Sculpture by Cheryl Ann Thomas

Julia von Metzsch Ramos and Cheryl Ann Thomas Press Release

Julia von Metzsch Ramos: Evaporating Landscapes
Cheryl Ann Thomas: Out of My Hands
March 4 – 26 at Gallery NAGA

In March, Gallery NAGA will present symbolic, sea-inspired paintings by Julia von Metzsch Ramos and intricate porcelain sculptures by Cheryl Ann Thomas.

Julia von Metzsch Ramos: Evaporating Landscapes and Cheryl Ann Thomas: Out of My Hands both run from March 4 to 26. A reception for the artists and public will be held on Friday, March 4 from 6 to 8 pm.

In her second solo exhibition at Gallery NAGA, Ramos offers a body of work that is vigorous and distinctive. With the exception of one painting of an abstracted magnolia, the new paintings are primarily seascapes. Islands, trees, and rocks all come in and out of view, but what is most mysterious is the atmosphere Ramos is able to capture. One can almost feel the humidity hanging in the air in Fog Burning Off. Steaming Ocean depicts a black landmass in the middle of a turbulent ocean where fantastical sea smoke rises from the water.

Ramos uses transparent layers of paint to achieve depth and illusion. This disjunction between the layers of paint application creates a tension particularly well suited to the ever-changing New England weather.

Ramos received her BA in 2007 and Masters in 2010 in Fine Arts from Boston University, and then returned to Boston University as a MFA Painting Fellow at the School of Visual Arts.  There she studied with John Walker, whose intensity and confidence guided Ramos and her work away from the gentler seascapes she had been doing towards more abstract and unconventional work.

Represented by six sculptures and having her first solo exhibition at Gallery NAGA, Cheryl Ann Thomas’ work is fluid and sensual.
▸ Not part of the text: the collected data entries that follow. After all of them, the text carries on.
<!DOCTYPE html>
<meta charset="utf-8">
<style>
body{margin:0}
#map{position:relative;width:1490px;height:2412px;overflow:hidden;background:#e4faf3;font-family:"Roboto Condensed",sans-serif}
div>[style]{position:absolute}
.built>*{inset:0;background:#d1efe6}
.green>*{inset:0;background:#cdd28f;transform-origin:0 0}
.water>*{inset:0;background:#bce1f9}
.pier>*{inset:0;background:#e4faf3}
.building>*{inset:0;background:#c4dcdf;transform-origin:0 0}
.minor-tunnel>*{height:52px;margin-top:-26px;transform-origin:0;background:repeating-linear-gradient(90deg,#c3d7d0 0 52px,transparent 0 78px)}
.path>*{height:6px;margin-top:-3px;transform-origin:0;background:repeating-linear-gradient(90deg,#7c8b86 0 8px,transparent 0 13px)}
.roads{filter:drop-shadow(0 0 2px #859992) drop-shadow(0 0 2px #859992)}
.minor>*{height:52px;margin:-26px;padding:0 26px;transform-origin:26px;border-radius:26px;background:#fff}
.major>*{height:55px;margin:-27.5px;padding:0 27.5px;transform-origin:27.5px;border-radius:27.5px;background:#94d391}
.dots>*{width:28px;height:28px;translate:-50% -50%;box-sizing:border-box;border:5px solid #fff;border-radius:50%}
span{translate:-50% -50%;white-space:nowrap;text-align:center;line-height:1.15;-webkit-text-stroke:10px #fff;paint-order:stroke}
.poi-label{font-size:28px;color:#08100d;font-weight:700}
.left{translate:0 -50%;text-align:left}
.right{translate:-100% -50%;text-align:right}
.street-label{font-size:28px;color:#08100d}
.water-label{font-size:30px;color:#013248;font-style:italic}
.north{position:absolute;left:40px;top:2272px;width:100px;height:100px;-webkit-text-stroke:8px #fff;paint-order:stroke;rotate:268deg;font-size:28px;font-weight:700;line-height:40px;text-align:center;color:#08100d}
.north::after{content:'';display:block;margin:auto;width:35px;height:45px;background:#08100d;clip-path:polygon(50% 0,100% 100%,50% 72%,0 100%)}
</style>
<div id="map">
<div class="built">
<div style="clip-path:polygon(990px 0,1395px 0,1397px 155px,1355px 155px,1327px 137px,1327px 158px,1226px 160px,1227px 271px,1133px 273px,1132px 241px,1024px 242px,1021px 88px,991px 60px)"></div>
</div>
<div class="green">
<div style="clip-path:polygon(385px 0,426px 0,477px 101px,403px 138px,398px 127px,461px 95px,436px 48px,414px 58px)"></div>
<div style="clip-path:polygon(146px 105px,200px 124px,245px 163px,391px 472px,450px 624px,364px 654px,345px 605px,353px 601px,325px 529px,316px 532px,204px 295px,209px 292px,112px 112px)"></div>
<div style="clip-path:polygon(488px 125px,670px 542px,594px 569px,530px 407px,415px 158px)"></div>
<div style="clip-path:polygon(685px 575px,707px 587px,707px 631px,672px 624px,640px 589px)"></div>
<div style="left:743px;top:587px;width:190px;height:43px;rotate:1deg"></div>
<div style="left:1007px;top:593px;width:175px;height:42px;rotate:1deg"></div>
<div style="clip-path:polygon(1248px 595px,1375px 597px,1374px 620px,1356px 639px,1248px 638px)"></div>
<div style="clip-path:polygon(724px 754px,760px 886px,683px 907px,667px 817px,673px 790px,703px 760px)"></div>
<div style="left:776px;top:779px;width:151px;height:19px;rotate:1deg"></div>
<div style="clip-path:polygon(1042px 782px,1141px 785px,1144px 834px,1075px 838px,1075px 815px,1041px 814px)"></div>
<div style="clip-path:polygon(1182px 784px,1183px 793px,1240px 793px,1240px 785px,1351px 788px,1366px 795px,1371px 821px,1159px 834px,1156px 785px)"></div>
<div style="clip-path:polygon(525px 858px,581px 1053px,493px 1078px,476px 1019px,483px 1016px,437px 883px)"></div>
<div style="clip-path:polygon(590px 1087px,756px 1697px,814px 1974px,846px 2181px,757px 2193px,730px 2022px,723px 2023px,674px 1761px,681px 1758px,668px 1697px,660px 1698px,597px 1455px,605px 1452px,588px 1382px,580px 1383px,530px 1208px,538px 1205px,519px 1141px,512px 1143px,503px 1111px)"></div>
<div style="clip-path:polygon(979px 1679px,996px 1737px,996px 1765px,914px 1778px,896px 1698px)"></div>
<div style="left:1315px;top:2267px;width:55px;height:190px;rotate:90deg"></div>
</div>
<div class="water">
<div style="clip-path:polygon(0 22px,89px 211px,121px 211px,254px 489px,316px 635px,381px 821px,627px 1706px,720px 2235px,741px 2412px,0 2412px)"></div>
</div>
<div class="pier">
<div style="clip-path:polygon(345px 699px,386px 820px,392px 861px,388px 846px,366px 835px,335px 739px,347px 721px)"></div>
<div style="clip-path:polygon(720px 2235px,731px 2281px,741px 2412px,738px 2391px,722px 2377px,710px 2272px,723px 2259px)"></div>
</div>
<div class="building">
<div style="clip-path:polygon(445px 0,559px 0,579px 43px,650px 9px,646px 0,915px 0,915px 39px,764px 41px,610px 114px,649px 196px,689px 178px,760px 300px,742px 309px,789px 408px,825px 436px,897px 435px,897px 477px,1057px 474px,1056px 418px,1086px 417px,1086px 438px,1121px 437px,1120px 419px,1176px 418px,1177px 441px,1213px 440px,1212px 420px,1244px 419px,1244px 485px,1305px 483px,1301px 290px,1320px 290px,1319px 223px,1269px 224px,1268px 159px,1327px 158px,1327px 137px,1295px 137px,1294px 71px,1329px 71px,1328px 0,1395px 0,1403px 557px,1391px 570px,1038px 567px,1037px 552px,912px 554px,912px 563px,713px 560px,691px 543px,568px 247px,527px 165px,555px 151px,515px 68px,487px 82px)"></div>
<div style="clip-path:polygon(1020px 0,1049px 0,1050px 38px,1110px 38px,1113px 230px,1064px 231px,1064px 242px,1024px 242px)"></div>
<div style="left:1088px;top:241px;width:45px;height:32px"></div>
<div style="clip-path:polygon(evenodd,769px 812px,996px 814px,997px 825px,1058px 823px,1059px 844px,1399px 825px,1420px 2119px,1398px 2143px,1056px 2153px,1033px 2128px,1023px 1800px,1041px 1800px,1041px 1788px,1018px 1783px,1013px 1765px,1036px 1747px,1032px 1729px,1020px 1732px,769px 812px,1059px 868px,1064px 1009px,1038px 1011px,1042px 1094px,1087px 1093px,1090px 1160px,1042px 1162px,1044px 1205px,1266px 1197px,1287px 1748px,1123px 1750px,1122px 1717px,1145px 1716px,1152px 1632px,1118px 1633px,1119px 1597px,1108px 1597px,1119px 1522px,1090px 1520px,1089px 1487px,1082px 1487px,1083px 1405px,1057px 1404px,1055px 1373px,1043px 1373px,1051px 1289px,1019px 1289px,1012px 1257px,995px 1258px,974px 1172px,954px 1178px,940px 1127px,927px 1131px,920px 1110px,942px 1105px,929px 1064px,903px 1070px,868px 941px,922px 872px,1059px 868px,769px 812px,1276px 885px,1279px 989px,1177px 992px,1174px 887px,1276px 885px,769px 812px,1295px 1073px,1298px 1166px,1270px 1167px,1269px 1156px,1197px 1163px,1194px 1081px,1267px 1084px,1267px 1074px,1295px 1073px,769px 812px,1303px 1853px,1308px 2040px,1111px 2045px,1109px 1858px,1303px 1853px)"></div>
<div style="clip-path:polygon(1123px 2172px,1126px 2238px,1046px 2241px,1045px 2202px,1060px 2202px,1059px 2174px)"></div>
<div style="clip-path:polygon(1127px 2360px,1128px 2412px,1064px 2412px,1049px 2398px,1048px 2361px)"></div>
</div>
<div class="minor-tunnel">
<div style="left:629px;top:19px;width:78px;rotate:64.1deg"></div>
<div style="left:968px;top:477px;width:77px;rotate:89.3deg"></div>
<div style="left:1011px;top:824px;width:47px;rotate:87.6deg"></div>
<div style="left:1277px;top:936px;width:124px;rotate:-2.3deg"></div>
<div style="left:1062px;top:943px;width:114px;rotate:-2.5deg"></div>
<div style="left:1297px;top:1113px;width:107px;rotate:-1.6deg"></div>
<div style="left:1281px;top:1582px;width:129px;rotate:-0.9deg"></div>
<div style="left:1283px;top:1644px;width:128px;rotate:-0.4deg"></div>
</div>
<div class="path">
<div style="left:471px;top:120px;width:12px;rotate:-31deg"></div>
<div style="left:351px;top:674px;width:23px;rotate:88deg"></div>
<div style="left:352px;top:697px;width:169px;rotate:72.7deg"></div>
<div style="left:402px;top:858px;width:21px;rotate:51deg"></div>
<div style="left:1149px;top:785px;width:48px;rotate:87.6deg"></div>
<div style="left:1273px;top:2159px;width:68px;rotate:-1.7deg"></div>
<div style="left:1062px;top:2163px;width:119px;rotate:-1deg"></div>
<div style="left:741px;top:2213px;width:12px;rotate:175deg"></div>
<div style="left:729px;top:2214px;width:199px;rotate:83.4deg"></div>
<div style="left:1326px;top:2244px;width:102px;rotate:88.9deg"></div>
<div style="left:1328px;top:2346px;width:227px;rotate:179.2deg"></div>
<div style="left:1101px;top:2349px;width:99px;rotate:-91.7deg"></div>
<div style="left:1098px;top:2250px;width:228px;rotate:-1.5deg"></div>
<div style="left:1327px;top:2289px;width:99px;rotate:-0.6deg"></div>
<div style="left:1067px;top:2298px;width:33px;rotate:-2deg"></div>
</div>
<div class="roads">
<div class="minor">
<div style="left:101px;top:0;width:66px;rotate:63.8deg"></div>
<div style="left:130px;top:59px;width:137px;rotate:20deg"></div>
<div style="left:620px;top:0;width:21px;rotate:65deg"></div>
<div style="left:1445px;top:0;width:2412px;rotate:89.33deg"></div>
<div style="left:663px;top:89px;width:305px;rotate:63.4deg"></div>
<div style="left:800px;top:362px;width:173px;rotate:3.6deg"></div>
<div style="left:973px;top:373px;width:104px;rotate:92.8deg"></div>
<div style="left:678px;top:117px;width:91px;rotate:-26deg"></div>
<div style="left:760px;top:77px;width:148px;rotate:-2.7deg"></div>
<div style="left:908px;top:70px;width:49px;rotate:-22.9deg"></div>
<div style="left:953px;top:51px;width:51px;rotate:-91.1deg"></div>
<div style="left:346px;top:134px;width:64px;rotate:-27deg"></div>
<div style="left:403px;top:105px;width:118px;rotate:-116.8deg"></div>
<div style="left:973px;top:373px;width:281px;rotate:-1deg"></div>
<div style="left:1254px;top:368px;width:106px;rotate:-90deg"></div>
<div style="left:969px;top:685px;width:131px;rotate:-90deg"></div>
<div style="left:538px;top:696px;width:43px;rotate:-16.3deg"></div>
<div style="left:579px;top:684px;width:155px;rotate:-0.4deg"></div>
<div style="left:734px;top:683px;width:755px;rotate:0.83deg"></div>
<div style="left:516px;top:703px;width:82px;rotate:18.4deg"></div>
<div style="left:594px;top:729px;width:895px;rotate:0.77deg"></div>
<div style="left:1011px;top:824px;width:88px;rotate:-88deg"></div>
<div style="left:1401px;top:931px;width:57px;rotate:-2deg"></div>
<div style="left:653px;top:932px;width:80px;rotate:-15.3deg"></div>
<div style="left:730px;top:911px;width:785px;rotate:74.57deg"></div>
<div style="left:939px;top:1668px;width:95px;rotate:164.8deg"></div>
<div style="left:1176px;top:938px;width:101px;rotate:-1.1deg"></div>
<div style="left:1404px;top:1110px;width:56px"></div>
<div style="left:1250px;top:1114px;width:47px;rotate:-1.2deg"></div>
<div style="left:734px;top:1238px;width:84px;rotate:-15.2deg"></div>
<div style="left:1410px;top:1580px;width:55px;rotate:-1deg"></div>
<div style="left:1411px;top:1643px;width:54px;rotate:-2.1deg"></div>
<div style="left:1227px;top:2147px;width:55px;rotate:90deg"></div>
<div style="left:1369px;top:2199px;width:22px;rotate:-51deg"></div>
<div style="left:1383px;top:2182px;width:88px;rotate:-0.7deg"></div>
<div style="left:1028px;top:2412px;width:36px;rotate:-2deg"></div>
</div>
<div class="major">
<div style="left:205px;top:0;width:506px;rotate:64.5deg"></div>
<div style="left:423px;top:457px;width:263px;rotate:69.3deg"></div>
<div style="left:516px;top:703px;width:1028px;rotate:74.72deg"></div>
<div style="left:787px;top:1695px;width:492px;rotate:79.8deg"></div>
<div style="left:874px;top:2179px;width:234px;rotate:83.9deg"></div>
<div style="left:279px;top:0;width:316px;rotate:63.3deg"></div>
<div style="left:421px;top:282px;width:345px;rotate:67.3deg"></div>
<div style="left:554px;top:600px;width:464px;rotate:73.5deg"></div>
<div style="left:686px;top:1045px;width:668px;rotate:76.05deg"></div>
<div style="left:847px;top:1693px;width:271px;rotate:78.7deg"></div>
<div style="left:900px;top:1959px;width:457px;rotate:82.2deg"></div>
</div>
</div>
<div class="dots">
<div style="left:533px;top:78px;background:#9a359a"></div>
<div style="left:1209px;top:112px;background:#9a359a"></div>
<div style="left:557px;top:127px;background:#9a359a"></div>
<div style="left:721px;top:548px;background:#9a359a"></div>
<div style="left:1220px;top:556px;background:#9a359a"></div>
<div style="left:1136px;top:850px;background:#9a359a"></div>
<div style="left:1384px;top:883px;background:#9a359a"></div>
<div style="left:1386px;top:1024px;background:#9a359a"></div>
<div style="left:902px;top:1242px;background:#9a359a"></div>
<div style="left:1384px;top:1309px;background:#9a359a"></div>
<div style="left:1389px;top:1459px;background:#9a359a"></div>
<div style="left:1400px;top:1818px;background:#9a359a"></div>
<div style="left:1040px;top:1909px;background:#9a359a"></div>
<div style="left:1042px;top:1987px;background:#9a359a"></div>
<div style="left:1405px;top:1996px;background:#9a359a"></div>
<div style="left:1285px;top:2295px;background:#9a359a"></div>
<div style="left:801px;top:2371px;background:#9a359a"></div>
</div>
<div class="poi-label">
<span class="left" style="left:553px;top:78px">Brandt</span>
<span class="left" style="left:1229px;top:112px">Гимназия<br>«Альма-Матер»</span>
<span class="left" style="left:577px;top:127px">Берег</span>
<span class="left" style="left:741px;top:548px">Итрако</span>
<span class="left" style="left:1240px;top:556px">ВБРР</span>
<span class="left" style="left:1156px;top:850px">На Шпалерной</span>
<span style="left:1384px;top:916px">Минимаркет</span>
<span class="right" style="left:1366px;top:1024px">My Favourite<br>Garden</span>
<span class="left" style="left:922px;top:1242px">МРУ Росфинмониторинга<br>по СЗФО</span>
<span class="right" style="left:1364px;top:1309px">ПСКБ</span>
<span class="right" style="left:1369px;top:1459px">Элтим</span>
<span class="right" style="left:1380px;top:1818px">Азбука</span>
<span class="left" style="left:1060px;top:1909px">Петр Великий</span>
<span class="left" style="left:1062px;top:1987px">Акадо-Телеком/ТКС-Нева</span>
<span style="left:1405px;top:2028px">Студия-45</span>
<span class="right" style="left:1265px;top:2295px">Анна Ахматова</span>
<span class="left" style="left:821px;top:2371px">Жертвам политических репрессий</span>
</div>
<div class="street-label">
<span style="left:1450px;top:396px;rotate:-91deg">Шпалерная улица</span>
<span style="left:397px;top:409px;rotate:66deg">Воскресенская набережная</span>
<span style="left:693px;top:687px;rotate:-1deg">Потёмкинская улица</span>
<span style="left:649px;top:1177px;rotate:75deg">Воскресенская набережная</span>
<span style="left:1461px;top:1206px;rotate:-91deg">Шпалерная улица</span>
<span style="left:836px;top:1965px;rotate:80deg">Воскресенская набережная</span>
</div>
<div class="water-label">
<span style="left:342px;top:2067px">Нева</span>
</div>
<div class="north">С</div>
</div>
Thomas uses a coiling technique – a technique that has been used for thousands of years across many cultures to build large storage jars — whereby she hand rolls clay into long, snake-like forms.  Each of Thomas’ coils is layered onto the previous roll allowing her to build large columns of tiny ropes.  Each form is tall with thin walls and when she fires them, they collapse.  The shapes resemble fabric in the way they fold and crumple in on themselves. These collapsed shapes yield the beauty in her work.

Most recently, Thomas has been taking two or more fired columns, refiring them stacked together, and watching as they encircle each other.  Where one column ends and another begins is almost impossible to discern were it not for the color differences between vessels.

Her most recent consideration is color.  After initially limiting her colors to black, whites, and grays, she now explores blues, pinks, and rusts.  Sometimes a single rope of vibrant, contrasting color will run through a vessel.  In its unfired design the rope of color forms a circle.  After the vessel has collapsed it becomes a tangle and disappears into the folds.

Cheryl Ann Thomas lives in Ventura, California and attended the Art Center College of Design in Pasadena.  She is a 2013 recipient of the Pollock-Krasner Foundation Grant.  Her work can be found in many public collections including the Museum of Fine Arts, Boston, the Museum of Fine Arts, Houston and the American Museum of Ceramic Art in Pomona, California.